Although the technicalities of lens manufacture inspired Hannaford’s career path, these days the development of the eye itself is his core interest. His PhD studies under Professor Nicola Logan at Aston University in the UK are focused specifically on children’s eye development.

 

“The centre of rotation of the eye is a standardised value, but that never quite sat comfortably with me because it’s not appropriate for every eye,” said Hannaford. “There are exciting recent developments for the application of biometrics in very niche lens design and research on the role of understanding axial measurements in myopia.
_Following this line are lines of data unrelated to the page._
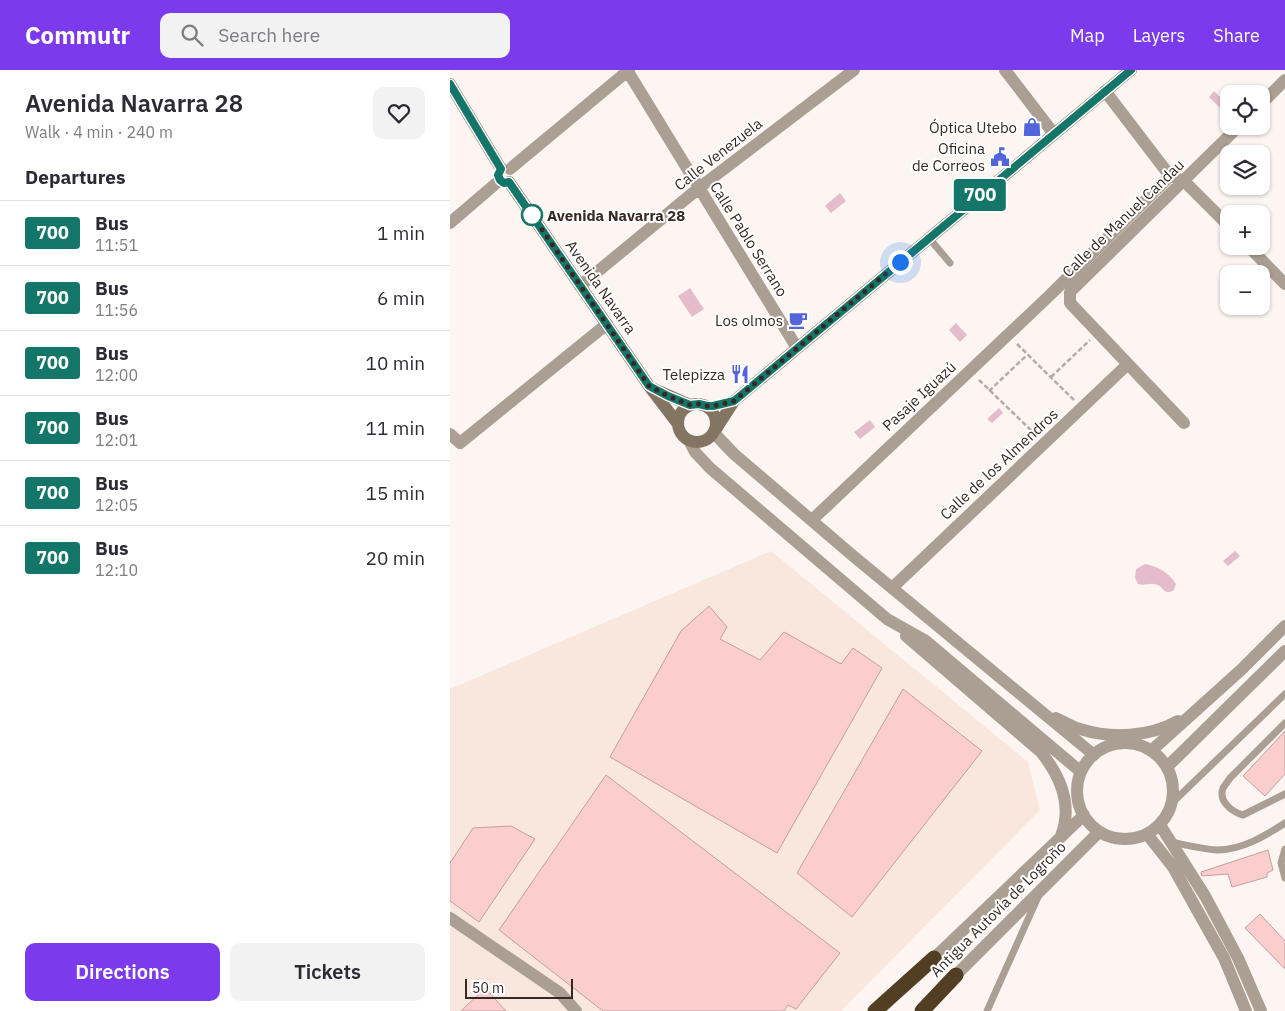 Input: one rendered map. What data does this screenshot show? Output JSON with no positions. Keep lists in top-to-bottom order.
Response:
{
  "streets": {
    "highway": ["Antigua Autovía de Logroño"],
    "street": [
      "Calle Venezuela",
      "Calle de Manuel Candau",
      "Calle Pablo Serrano",
      "Avenida Navarra",
      "Pasaje Iguazú",
      "Calle de los Almendros"
    ]
  },
  "crossings": [
    ["Calle Venezuela", "Calle Pablo Serrano"],
    ["Calle Venezuela", "Avenida Navarra"],
    ["Calle de Manuel Candau", "Calle de los Almendros"]
  ],
  "places": {
    "shop": ["Óptica Utebo"],
    "public building": ["Oficina de Correos"],
    "other": ["Avenida Navarra 28"],
    "cafe": ["Los olmos"],
    "restaurant": ["Telepizza"]
  },
  "lines": ["bus line 700"],
  "scale_bar": "50 m",
  "page": {
    "header": "Commutr",
    "search": "Search here",
    "nav": ["Map", "Layers", "Share"],
    "heading": [
      ["Avenida Navarra 28", "Walk · 4 min · 240 m"],
      "Departures"
    ],
    "on_map": "700",
    "map_buttons": ["+", "−"],
    "list": [
      {
        "mark": "700",
        "name": "Bus",
        "note": "11:51",
        "value": "1 min"
      },
      {
        "mark": "700",
        "name": "Bus",
        "note": "11:56",
        "value": "6 min"
      },
      {
        "mark": "700",
        "name": "Bus",
        "note": "12:00",
        "value": "10 min"
      },
      {
        "mark": "700",
        "name": "Bus",
        "note": "12:01",
        "value": "11 min"
      },
      {
        "mark": "700",
        "name": "Bus",
        "note": "12:05",
        "value": "15 min"
      },
      {
        "mark": "700",
        "name": "Bus",
        "note": "12:10",
        "value": "20 min"
      }
    ],
    "buttons": ["Directions", "Tickets"],
    "scale": "50 m"
  }
}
Both these things could lead to individualised lens design and a personalised patient experience that ultimately gets us ahead of the diagnosis.”

 

Hannaford explained the implications of such developments are huge. “Imagine a family of lenses as a clinical appliance – not just to correct refractive error but to support patient outcomes in the long term. Not just a response to symptoms but a tool in the long-term eyecare journey,” he said. “There is still a way to go, but we are seeing it with myopia control lenses; we are just starting to get in front of the development curve. It’s exciting, this future in which we are no longer reactive, but strategic about a patient’s visual future.”

 

 

Freelance writer Jai Breitnauer divides her time between New Zealand and the UK. She lives with her husband and two children in Bristol and is a regular contributor to NZ Optics.